5.2) Conhecimentos já falecidos
Tendo o Gandi escrito esta autobiografia entre 58 e 60 anos de idade impressionou-me o número de pessoas que conheceu e que já tinham morrido. Claro que os políticos interagem com um número muito maior de pessoas do que a média da população pelo que é de esperar que tenham mais pessoas conhecidas que já faleceram.
Notar porém que em muitos casos a esperança média de vida à nascença é muito baixa por causa da elevada mortalidade infantil mas para países em que morrem muitas crianças a esperança de anos de vida restante aumenta na passagem da adolescência para a idade adulta. Como os políticos com quem o Gandi interagiu foram conhecidos quando já eram adultos talvez não fosse de esperar que tantos já tivessem falecido.
5.3) Resultados de longo prazo
Depois da independência e com a instituição de um regime democrático acabaran as fomes letais que ocorriam de vez em quando no tempo do império mas permaneceu a subnutrição.

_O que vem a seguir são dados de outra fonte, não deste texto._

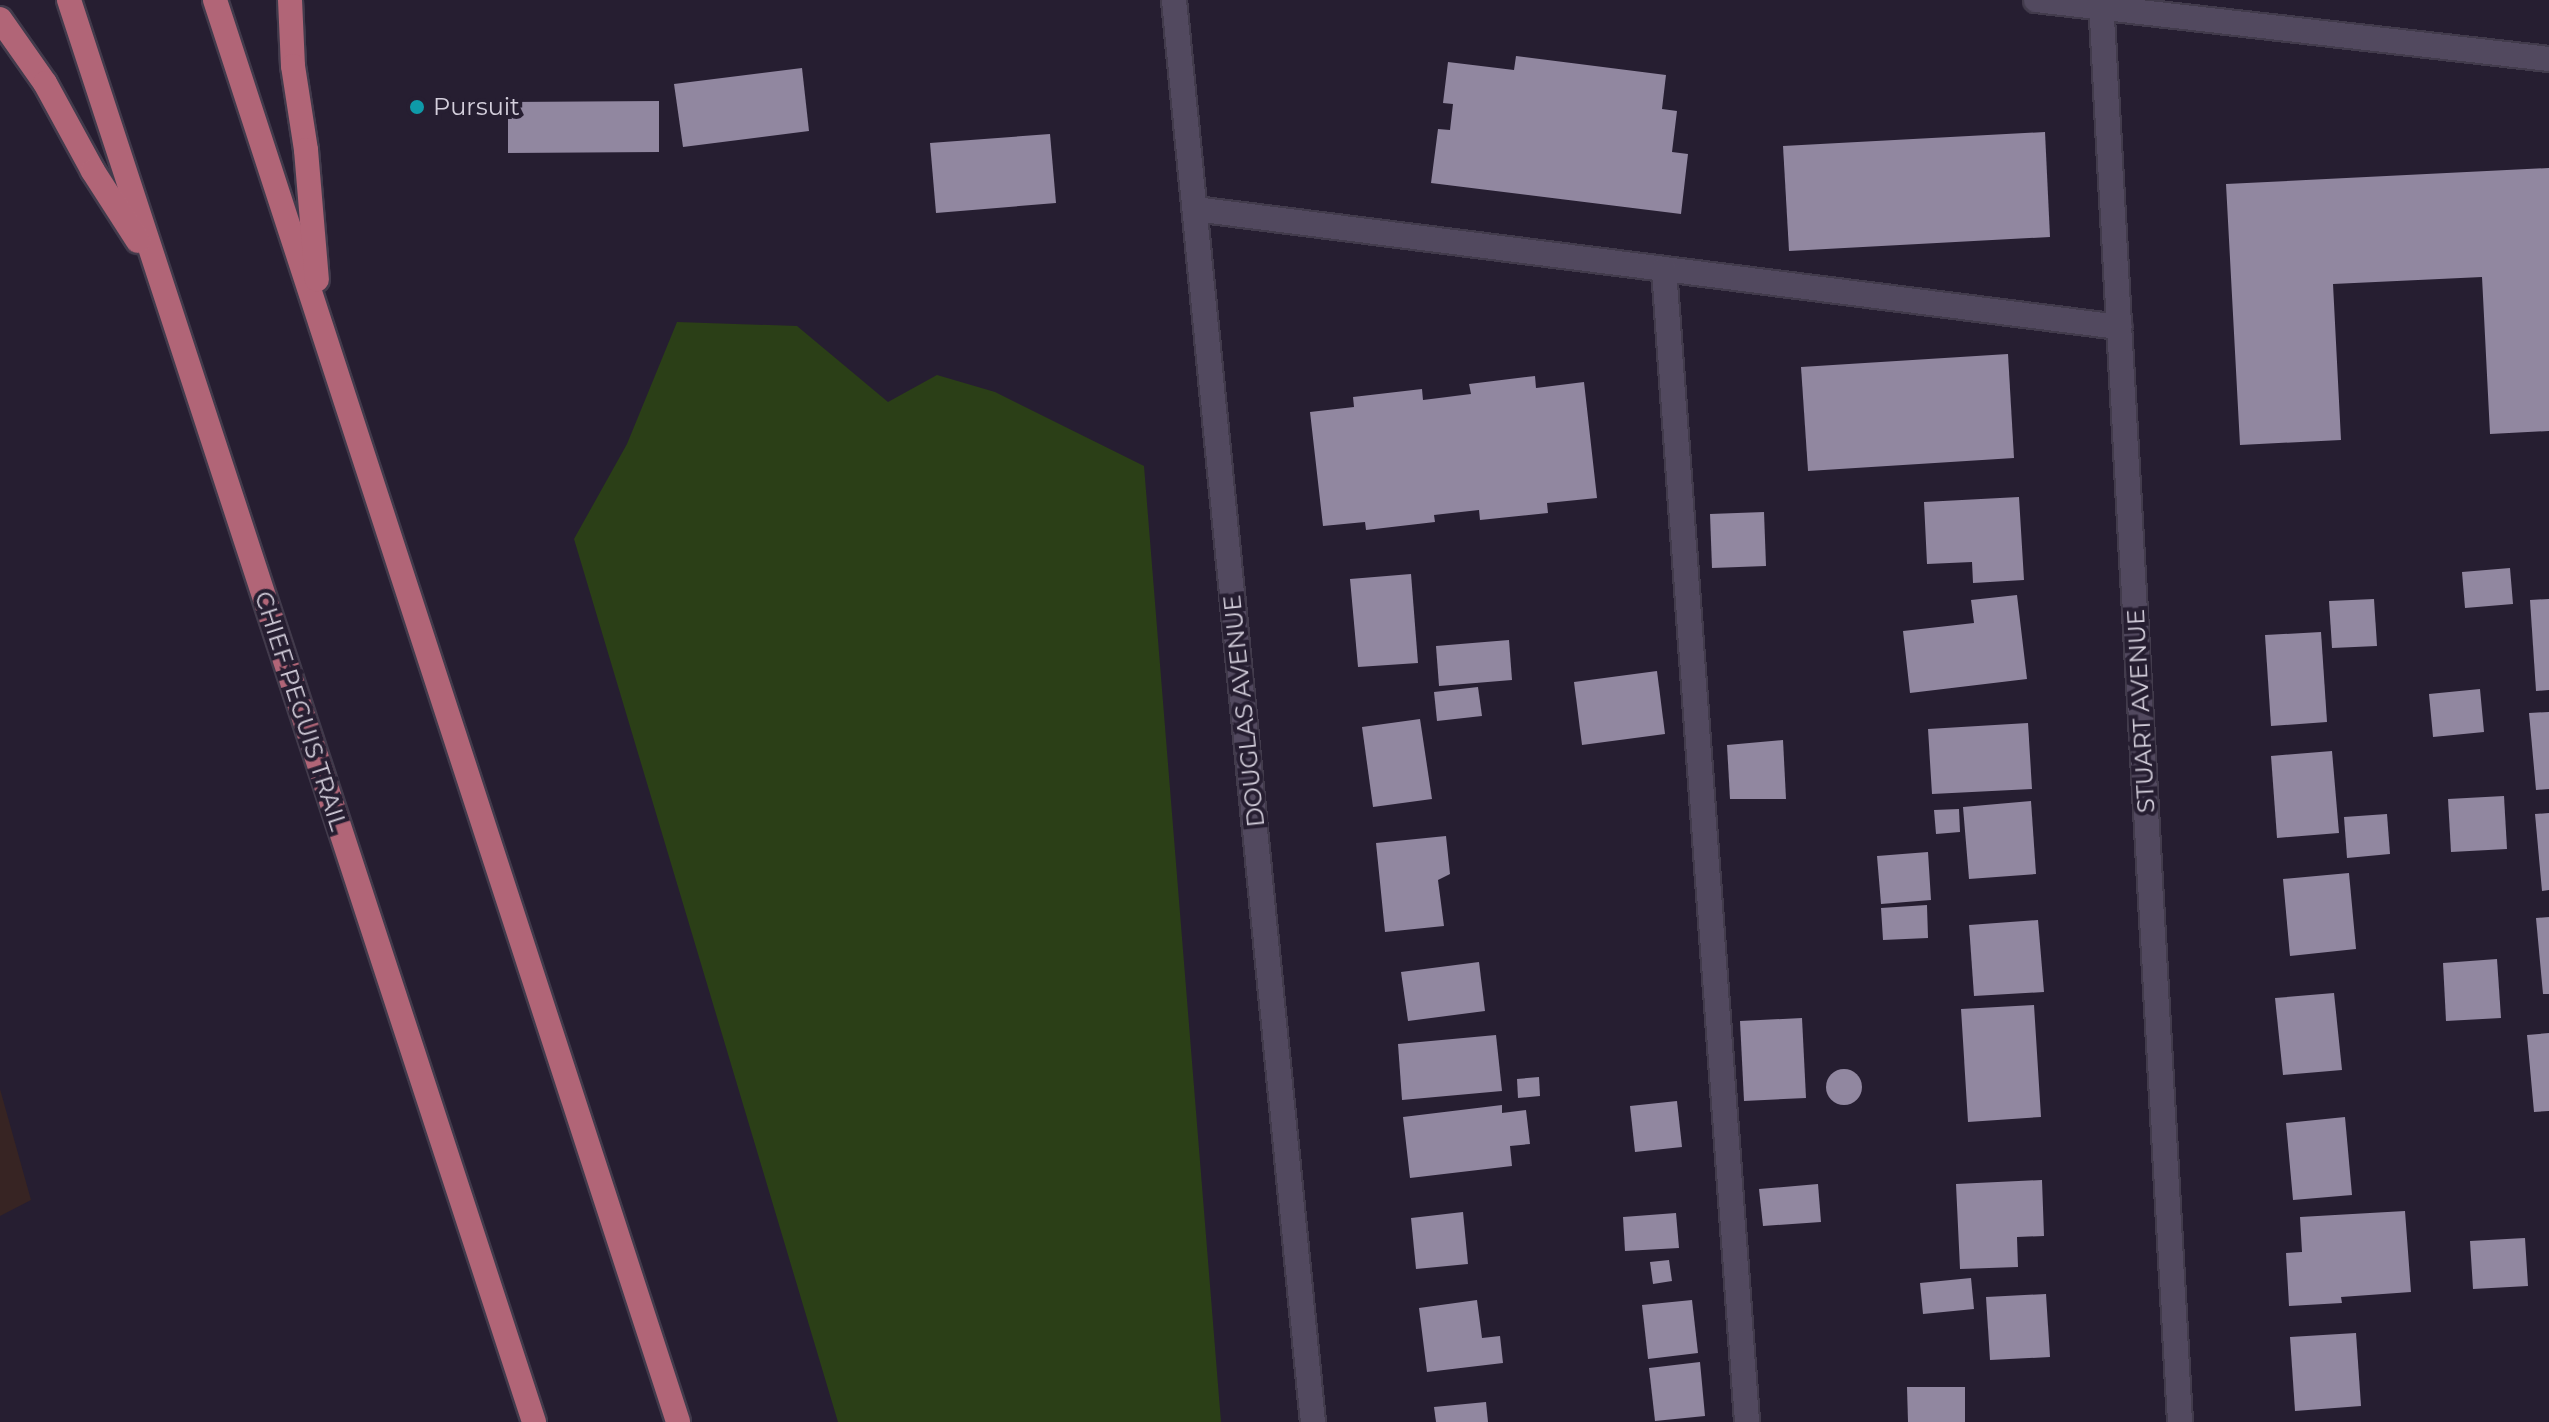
<!DOCTYPE html>
<style>
body{margin:0}
#map{position:relative;width:2549px;height:1422px;overflow:hidden;background:#261e31;font-family:Montserrat,sans-serif}
div>[style]{position:absolute}
[style*='--x']{left:calc(var(--x)*1px);top:calc(var(--y)*1px);width:calc(var(--w)*1px);rotate:calc(var(--a)*1deg)}
.commercial>*{inset:0;background:#372423}
.green>*{inset:0;background:#2b3f17}
.building>*{inset:0;background:#9187a0}
.round{border-radius:50%}
.roads{filter:drop-shadow(2px 0 #423b4c) drop-shadow(-2px 0 #423b4c) drop-shadow(0 2px #423b4c) drop-shadow(0 -2px #423b4c)}
.lane>*{height:24px;margin:-12px;padding:0 12px;transform-origin:12px;border-radius:12px;background:#52495f}
.street>*{height:24px;margin:-12px;padding:0 12px;transform-origin:12px;border-radius:12px;background:#52495f}
.secondary>*{height:24px;margin:-12px;padding:0 12px;transform-origin:12px;border-radius:12px;background:#52495f}
.primary>*{height:24px;margin:-12px;padding:0 12px;transform-origin:12px;border-radius:12px;background:#b16577}
.dots>*{width:22px;height:22px;translate:-50% -50%;box-sizing:border-box;border:4px solid #261e31;border-radius:50%}
span{translate:-50% -50%;white-space:nowrap;text-align:center;line-height:1.15;-webkit-text-stroke:8px #261e31;paint-order:stroke}
.poi-label{font-size:24px;color:#d4cfdc}
.left{translate:0 -50%;text-align:left}
.street-label{font-size:24px;color:#d4cfdc}
</style>
<div id="map">
<div class="commercial">
<i style="clip-path:polygon(0 1089px,31px 1200px,0 1216px)"></i>
</div>
<div class="green">
<i style="clip-path:polygon(677px 322px,797px 326px,888px 402px,937px 375px,995px 392px,1144px 466px,1221px 1422px,838px 1422px,574px 539px,627px 444px)"></i>
</div>
<div class="building">
<i style="clip-path:polygon(1516px 56px,1666px 75px,1662px 109px,1677px 111px,1672px 152px,1688px 154px,1681px 214px,1431px 183px,1438px 129px,1450px 130px,1453px 104px,1443px 103px,1448px 62px,1514px 70px)"></i>
<i style="clip-path:polygon(802px 68px,809px 131px,683px 147px,674px 84px)"></i>
<i style="clip-path:polygon(659px 101px,659px 152px,508px 153px,508px 102px)"></i>
<i style="clip-path:polygon(2045px 132px,2050px 237px,1789px 251px,1783px 146px)"></i>
<i style="clip-path:polygon(1050px 134px,1056px 203px,936px 213px,930px 143px)"></i>
<i style="clip-path:polygon(2549px 168px,2549px 431px,2490px 434px,2482px 277px,2333px 284px,2341px 440px,2240px 445px,2226px 184px)"></i>
<i style="clip-path:polygon(2008px 354px,2014px 458px,1808px 471px,1801px 367px)"></i>
<i style="clip-path:polygon(1535px 376px,1536px 388px,1584px 382px,1597px 498px,1547px 503px,1548px 513px,1480px 520px,1479px 510px,1434px 515px,1435px 522px,1366px 530px,1365px 522px,1323px 526px,1310px 412px,1354px 407px,1353px 397px,1422px 389px,1423px 400px,1471px 394px,1469px 384px)"></i>
<i style="clip-path:polygon(2019px 497px,2024px 580px,1973px 583px,1972px 562px,1927px 564px,1924px 502px)"></i>
<i style="clip-path:polygon(1764px 512px,1766px 566px,1712px 568px,1710px 514px)"></i>
<i style="clip-path:polygon(2510px 568px,2513px 604px,2465px 608px,2462px 572px)"></i>
<i style="clip-path:polygon(1411px 574px,1418px 663px,1358px 667px,1350px 579px)"></i>
<i style="clip-path:polygon(2017px 595px,2027px 679px,1910px 693px,1903px 631px,1974px 623px,1971px 600px)"></i>
<i style="clip-path:polygon(2374px 599px,2377px 646px,2332px 648px,2329px 601px)"></i>
<i style="clip-path:polygon(2549px 599px,2549px 690px,2536px 691px,2530px 600px)"></i>
<i style="clip-path:polygon(2321px 632px,2327px 722px,2271px 726px,2265px 635px)"></i>
<i style="clip-path:polygon(1509px 640px,1512px 680px,1439px 686px,1436px 646px)"></i>
<i style="clip-path:polygon(1657px 671px,1665px 734px,1582px 745px,1574px 682px)"></i>
<i style="clip-path:polygon(1478px 687px,1482px 716px,1437px 721px,1434px 692px)"></i>
<i style="clip-path:polygon(2480px 689px,2484px 732px,2433px 737px,2429px 694px)"></i>
<i style="clip-path:polygon(2549px 712px,2549px 789px,2536px 790px,2529px 713px)"></i>
<i style="clip-path:polygon(1420px 719px,1432px 799px,1373px 807px,1362px 727px)"></i>
<i style="clip-path:polygon(2028px 723px,2032px 789px,1932px 794px,1928px 729px)"></i>
<i style="clip-path:polygon(1783px 740px,1786px 799px,1730px 799px,1727px 745px)"></i>
<i style="clip-path:polygon(2332px 751px,2339px 833px,2277px 838px,2271px 756px)"></i>
<i style="clip-path:polygon(2504px 796px,2507px 849px,2451px 852px,2448px 799px)"></i>
<i style="clip-path:polygon(2031px 801px,2036px 874px,1969px 879px,1963px 807px)"></i>
<i style="clip-path:polygon(1959px 809px,1960px 832px,1936px 834px,1934px 810px)"></i>
<i style="clip-path:polygon(2549px 813px,2549px 890px,2542px 891px,2535px 814px)"></i>
<i style="clip-path:polygon(2387px 814px,2390px 854px,2347px 858px,2344px 817px)"></i>
<i style="clip-path:polygon(1446px 836px,1450px 874px,1438px 880px,1444px 926px,1385px 932px,1376px 843px)"></i>
<i style="clip-path:polygon(1928px 852px,1931px 900px,1881px 904px,1877px 856px)"></i>
<i style="clip-path:polygon(2349px 873px,2356px 949px,2290px 956px,2283px 879px)"></i>
<i style="clip-path:polygon(1927px 905px,1928px 938px,1883px 940px,1881px 908px)"></i>
<i style="clip-path:polygon(2549px 917px,2549px 994px,2543px 994px,2536px 918px)"></i>
<i style="clip-path:polygon(2038px 920px,2044px 992px,1974px 996px,1969px 925px)"></i>
<i style="clip-path:polygon(2497px 959px,2501px 1018px,2446px 1021px,2443px 963px)"></i>
<i style="clip-path:polygon(1479px 962px,1485px 1011px,1408px 1021px,1401px 972px)"></i>
<i style="clip-path:polygon(2334px 993px,2342px 1070px,2283px 1075px,2275px 998px)"></i>
<i style="clip-path:polygon(2034px 1005px,2041px 1117px,1968px 1122px,1961px 1009px)"></i>
<i style="clip-path:polygon(1802px 1018px,1806px 1098px,1744px 1101px,1740px 1021px)"></i>
<i style="clip-path:polygon(2549px 1033px,2549px 1111px,2534px 1112px,2527px 1035px)"></i>
<i style="clip-path:polygon(1496px 1035px,1502px 1091px,1402px 1100px,1398px 1044px)"></i>
<i class="round" style="left:1826px;top:1069px;width:36px;height:36px"></i>
<i style="clip-path:polygon(1539px 1077px,1540px 1096px,1518px 1098px,1517px 1079px)"></i>
<i style="clip-path:polygon(1677px 1101px,1682px 1147px,1635px 1152px,1630px 1106px)"></i>
<i style="clip-path:polygon(1502px 1105px,1502px 1113px,1526px 1110px,1530px 1144px,1510px 1146px,1512px 1166px,1410px 1178px,1403px 1117px)"></i>
<i style="clip-path:polygon(2345px 1117px,2352px 1195px,2293px 1200px,2286px 1123px)"></i>
<i style="clip-path:polygon(2042px 1180px,2044px 1236px,2017px 1237px,2018px 1267px,1960px 1269px,1956px 1184px)"></i>
<i style="clip-path:polygon(1818px 1184px,1821px 1222px,1763px 1226px,1759px 1189px)"></i>
<i style="clip-path:polygon(2405px 1211px,2411px 1292px,2341px 1297px,2342px 1303px,2289px 1306px,2286px 1253px,2302px 1252px,2300px 1217px)"></i>
<i style="clip-path:polygon(1463px 1212px,1468px 1264px,1416px 1269px,1411px 1218px)"></i>
<i style="clip-path:polygon(1676px 1213px,1679px 1248px,1625px 1251px,1623px 1217px)"></i>
<i style="clip-path:polygon(2525px 1238px,2528px 1286px,2473px 1289px,2470px 1241px)"></i>
<i style="clip-path:polygon(1669px 1260px,1672px 1281px,1653px 1284px,1650px 1262px)"></i>
<i style="clip-path:polygon(1971px 1278px,1974px 1309px,1923px 1314px,1920px 1283px)"></i>
<i style="clip-path:polygon(2046px 1294px,2050px 1357px,1990px 1360px,1986px 1297px)"></i>
<i style="clip-path:polygon(1477px 1300px,1482px 1338px,1500px 1336px,1503px 1363px,1427px 1372px,1419px 1308px)"></i>
<i style="clip-path:polygon(1692px 1300px,1698px 1353px,1648px 1359px,1642px 1305px)"></i>
<i style="clip-path:polygon(2356px 1333px,2361px 1406px,2295px 1411px,2290px 1337px)"></i>
<i style="clip-path:polygon(1700px 1362px,1705px 1416px,1655px 1421px,1649px 1368px)"></i>
<i style="clip-path:polygon(1907px 1387px,1965px 1387px,1965px 1422px,1908px 1422px)"></i>
<i style="clip-path:polygon(1486px 1402px,1488px 1422px,1436px 1422px,1434px 1407px)"></i>
</div>
<div class="roads">
<div class="lane">
<i style="--x:1195;--y:209;--w:932;--a:7.28"></i>
<i style="--x:1664;--y:269;--w:1156;--a:85.88"></i>
</div>
<div class="street">
<i style="--x:1174;--y:0;--w:1429;--a:84.42"></i>
<i style="--x:2101;--y:0;--w:1424;--a:86.82"></i>
</div>
<div class="secondary">
<i style="--x:2036;--y:0;--w:516;--a:6.56"></i>
</div>
<div class="primary">
<i style="--x:69;--y:0;--w:1496;--a:71.89"></i>
<i style="--x:215;--y:0;--w:1495;--a:71.96"></i>
<i style="--x:290;--y:0;--w:66;--a:87.4"></i>
<i style="--x:293;--y:66;--w:85;--a:81.2"></i>
<i style="--x:306;--y:150;--w:130;--a:85.2"></i>
<i style="--x:0;--y:19;--w:78;--a:54.9"></i>
<i style="--x:45;--y:83;--w:100;--a:61.4"></i>
<i style="--x:93;--y:171;--w:83;--a:57.3"></i>
</div>
</div>
<div class="dots">
<i style="left:417px;top:107px;background:#0f9aa8"></i>
</div>
<div class="poi-label">
<span class="left" style="left:433px;top:107px">Pursuit</span>
</div>
<div class="street-label">
<span style="left:301px;top:711px;rotate:72deg">CHIEF PEGUIS TRAIL</span>
<span style="left:1244px;top:711px;rotate:-96deg">DOUGLAS AVENUE</span>
<span style="left:2141px;top:711px;rotate:-93deg">STUART AVENUE</span>
</div>
</div>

A intocabilidade foi suprimida de jure mas não acabou de facto, os direitos das mulheres têm melhorado lentamente mas permanece um déficit anómalo de jovens do sexo feminino, indiciando abortos selectivos e mesmo infanticídios favorecendo predominância de rapazes..
Observei progressos notáveis nas viagens à Índia que fiz entre 1990 e 2012, no entanto a desigualdade na Índia tem aumentado mais do que noutrras zonas do globo, conforme se constata neste gráfico publicado publicado no le Figaro:
Depois das suas riquezas serem drenadas para fora da Índia pelo sistema capitalista parece compreensível a aproximação a Moscovo, se bem que não alinhada, pouco depois de ganhar a independência. O colapso do sistema soviético levou a uma abertura maior aos mercados o que, conjugado com a permanência da cultura de castas, colocou a Índia no topo da desigualdade nesta comparação com outras grandes áreas económicas.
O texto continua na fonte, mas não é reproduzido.